Big 12 Team Previews: Baylor BearsPosted by dnspewak on November 11th, 2011
Predicted finish: 2nd
2010-11 Record: 18-13, 7-9 (7th, Big 12)
Head Coach: Scott Drew, 9th season
Key Losses: Lacedarius Dunn (19.5 PPG)
It’s been an up-and-down stretch lately for Scott Drew at Baylor. In 2007-08, Drew led the Bears to their first NCAA Tournament appearance in decades, capping a remarkable turnaround for the program just five years after the ugly Patrick Dennehy murder scandal. With high expectations the next season, though, the Bears flopped; they then recovered for an Elite Eight appearance in 2009-10 before tumbling to a 7-9 record in Big 12 play last season. If the trend continues, perhaps BU will make a Final Four this season. That’s not even a wild scenario, considering the Bears have one of the nation’s most ferocious frontcourts. Even with all of the talent in Waco, they’ll need better point guard play, and they must learn how to play as a cohesive unit. If that happens, there’s no stopping these guys.
The Stars: Perry Jones could have made millions as an NBA Draft lottery pick this spring, but he bypassed that option and returned for his sophomore season at Baylor. Although the 6’11” forward wasn’t perfect last season, he was still one of the nation’s top freshman. In 2011-12, he’s a Big 12 Player of the Year and All-America candidate who can score from anywhere on the floor. The other star opposite of Jones is Quincy Miller, the freshman stud who loves to attack the offensive glass and use his freakish athleticism in transition. Like Jones, Miller is a long, fast forward with great defensive potential and a future in the NBA.
The Veterans: Many of the following players could be considered “stars.” That’s how individually talented these Bears appear to be on paper. Seniors Quincy Acy and Anthony Jones are versatile scoring and rebounding machines in the frontcourt (noticing a trend?), though Jones is a bit more perimeter-oriented. And that’s not all: former blue-chip recruit J’Mison Morgan provides the bulk in the paint with his 6’11” frame and shotblocking ability. Redshirt sophomore Cory Jefferson will also return after sitting out last year, and glue-guy Fred Ellis gives Baylor a steady veteran presence from an intangibles standpoint. Notice we haven’t yet mentioned a single guard. Leading the way in the backcourt is junior A.J. Walton, one of the league’s better passers at point guard.
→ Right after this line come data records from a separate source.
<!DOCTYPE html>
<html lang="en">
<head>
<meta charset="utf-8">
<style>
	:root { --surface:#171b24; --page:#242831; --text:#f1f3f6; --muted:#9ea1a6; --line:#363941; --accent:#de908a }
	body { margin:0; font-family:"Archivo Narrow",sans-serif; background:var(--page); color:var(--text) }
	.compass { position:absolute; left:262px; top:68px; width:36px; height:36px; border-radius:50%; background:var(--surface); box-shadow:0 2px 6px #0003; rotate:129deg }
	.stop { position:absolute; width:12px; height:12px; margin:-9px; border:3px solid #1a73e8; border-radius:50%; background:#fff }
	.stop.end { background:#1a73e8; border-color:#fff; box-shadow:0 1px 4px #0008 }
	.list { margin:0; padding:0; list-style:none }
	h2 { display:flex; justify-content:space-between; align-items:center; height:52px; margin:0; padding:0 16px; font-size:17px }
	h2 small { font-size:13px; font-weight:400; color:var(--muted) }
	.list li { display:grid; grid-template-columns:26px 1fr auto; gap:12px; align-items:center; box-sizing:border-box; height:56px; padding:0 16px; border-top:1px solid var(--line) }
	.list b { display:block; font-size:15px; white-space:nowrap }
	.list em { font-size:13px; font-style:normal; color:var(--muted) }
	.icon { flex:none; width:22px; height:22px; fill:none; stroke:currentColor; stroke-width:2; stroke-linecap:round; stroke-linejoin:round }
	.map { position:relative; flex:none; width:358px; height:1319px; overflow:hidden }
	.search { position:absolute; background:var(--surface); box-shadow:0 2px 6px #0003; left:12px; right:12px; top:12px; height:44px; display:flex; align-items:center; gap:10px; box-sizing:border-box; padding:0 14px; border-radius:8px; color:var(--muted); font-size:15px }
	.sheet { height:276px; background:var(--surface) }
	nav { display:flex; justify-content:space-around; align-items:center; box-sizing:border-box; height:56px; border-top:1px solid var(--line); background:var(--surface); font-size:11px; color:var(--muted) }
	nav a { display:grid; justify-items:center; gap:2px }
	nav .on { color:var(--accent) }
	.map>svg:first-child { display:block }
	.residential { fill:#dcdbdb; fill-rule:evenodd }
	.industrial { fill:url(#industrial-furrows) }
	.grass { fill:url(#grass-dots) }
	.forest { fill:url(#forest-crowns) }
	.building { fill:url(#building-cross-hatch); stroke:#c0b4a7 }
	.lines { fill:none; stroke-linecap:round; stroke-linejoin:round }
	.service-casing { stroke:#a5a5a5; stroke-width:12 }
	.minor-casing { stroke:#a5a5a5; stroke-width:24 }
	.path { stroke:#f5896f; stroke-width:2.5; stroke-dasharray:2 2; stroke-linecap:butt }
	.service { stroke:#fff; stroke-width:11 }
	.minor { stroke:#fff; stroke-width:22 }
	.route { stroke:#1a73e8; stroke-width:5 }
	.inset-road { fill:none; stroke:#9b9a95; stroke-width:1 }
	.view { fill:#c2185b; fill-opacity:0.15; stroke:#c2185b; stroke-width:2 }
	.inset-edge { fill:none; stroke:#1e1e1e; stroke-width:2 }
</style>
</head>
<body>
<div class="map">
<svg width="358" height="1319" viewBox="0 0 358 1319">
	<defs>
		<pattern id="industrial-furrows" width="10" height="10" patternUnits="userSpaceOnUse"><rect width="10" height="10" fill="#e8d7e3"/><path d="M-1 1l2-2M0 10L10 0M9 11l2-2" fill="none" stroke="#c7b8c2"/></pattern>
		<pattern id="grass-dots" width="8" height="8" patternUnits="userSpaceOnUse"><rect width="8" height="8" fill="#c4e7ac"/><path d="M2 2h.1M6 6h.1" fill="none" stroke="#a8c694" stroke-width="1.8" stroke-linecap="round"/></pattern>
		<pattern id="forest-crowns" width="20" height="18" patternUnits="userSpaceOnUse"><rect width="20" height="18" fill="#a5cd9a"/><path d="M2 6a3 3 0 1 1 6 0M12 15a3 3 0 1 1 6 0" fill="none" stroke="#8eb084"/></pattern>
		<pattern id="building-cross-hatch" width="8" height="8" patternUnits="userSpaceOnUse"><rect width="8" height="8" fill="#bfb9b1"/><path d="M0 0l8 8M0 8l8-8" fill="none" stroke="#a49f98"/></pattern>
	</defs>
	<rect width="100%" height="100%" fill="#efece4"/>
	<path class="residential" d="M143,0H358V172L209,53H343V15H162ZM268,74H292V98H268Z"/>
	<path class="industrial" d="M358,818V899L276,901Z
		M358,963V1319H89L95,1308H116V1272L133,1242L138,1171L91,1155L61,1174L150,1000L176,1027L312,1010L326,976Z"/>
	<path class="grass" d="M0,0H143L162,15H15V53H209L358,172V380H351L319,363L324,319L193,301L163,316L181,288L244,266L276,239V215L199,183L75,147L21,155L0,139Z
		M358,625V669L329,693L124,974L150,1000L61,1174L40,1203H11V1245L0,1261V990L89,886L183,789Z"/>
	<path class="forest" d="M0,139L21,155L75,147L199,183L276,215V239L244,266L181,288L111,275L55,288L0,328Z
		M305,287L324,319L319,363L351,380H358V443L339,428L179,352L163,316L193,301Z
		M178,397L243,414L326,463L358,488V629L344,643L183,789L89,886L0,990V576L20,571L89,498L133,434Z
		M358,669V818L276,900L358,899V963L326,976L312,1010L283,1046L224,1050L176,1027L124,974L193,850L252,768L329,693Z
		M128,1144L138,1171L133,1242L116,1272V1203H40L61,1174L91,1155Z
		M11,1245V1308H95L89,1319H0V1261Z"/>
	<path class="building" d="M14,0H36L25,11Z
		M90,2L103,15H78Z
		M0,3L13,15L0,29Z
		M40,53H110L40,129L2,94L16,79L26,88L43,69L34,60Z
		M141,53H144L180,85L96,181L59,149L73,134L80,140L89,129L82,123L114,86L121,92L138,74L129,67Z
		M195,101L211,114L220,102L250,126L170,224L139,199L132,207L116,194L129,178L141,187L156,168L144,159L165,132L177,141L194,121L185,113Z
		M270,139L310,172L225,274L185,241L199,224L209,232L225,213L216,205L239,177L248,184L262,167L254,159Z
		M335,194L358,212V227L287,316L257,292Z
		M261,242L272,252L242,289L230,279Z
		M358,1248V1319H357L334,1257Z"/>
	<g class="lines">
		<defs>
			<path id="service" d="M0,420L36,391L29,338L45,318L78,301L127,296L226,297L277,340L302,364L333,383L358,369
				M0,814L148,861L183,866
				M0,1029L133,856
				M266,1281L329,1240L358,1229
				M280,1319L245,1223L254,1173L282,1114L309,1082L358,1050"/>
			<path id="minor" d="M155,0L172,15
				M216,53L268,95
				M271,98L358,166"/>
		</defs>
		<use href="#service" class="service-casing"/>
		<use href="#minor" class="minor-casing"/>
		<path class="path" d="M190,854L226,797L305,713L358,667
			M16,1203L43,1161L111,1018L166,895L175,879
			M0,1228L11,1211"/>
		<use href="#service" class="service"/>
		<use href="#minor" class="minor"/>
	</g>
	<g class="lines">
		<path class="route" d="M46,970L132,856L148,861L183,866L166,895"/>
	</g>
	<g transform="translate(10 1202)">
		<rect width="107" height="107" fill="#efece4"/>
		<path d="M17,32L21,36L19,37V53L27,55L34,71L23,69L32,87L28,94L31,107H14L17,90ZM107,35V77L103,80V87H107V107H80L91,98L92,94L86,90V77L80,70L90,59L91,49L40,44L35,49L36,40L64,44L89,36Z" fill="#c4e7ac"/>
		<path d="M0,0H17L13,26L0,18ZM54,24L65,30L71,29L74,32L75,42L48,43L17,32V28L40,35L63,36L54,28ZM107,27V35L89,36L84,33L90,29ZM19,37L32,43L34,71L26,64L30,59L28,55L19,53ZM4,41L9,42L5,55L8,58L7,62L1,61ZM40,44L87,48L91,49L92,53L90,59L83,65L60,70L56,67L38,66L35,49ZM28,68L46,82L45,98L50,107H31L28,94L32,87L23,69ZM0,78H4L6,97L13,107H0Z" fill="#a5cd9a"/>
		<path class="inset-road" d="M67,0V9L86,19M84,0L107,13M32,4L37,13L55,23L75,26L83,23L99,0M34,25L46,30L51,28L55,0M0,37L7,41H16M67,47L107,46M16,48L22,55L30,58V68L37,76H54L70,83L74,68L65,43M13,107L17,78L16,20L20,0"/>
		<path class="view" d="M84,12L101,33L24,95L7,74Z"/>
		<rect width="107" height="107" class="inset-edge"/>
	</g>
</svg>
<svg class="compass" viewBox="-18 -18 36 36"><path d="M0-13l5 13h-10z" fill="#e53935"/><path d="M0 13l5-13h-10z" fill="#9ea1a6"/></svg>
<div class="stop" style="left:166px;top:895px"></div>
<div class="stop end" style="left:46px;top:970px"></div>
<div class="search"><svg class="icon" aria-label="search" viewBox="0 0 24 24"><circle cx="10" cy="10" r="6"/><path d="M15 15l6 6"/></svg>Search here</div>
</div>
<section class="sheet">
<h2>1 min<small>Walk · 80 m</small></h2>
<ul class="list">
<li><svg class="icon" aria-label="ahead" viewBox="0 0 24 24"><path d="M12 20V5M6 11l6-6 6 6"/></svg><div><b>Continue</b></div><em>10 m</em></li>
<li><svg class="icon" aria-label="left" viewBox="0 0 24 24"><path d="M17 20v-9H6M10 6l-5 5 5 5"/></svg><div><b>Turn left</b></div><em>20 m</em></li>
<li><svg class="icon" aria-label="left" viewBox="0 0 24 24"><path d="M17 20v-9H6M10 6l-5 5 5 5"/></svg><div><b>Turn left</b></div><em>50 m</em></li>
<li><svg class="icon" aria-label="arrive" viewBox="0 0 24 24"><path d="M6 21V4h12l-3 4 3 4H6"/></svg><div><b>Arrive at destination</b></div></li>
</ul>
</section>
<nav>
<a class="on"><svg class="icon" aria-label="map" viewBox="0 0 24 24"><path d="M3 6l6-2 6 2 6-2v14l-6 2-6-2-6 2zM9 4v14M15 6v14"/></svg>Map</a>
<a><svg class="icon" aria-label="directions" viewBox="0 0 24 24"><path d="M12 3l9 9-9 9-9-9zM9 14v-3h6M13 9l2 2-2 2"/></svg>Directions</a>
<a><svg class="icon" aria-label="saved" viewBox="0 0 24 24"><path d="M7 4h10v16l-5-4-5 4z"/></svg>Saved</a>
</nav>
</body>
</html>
The Newbies: Miller is the star of the class, but Drew didn’t stop there. He also hauled in dunking sensation Deuce Bello, a 6’4” guard out of North Carolina, as well as one of the nation’s top junior college recruits in point guard Pierre Jackson. He also plucked combo-guard Brady Heslip from Boston College and Logan Lowery, a forward from Centenary. Jackson is probably the key for Baylor this season. When the Bears have struggled, it’s because they’ve lacked strong point guard play. Jackson sounds like an immediate difference-maker, but it often takes JuCo transfers a few months — or a full season — to adjust to D-I ball.
Breakout Candidate: J’Mison Morgan is the forgotten man in Baylor’s frontcourt. He’s lost a lot of weight since his days at UCLA, and he is one of the team’s top defensive players. It will be difficult for Morgan to make his mark with so much talent in front of him, but his shotblocking and wide frame will keep him in the rotation. Morgan may not lead the team in scoring, but he could be in store for a productive senior season.
Why They’re Better Than You Think: In short, this team fields an NBA starting lineup. The depth, athleticism and sheer talent is mind-blowing. On paper, Baylor’s roster has more individual accolades than any squad in the nation. If basketball were played on a computer simulation game, Baylor might finish undefeated.
Points of Concern: They don’t play basketball on paper or on the computer. They play it on the court, and this group has not proven it can play as one unit. Last season, Scott Drew fielded the same amount of talent; teams shuttered at the announcement of the starting lineup before games. But suddenly, once the team took the floor, there wasn’t any consistency or chemistry. Baylor didn’t pass very well, and it didn’t seem to ever be on the same page. That’s why a team with several NBA prospects finished 7-9 in the Big 12 and missed the NCAA Tournament. If Walton improves at point guard and Jackson plays like many expect him to, Baylor could win a National Championship. Otherwise, Baylor could find itself once again squandering a golden opportunity.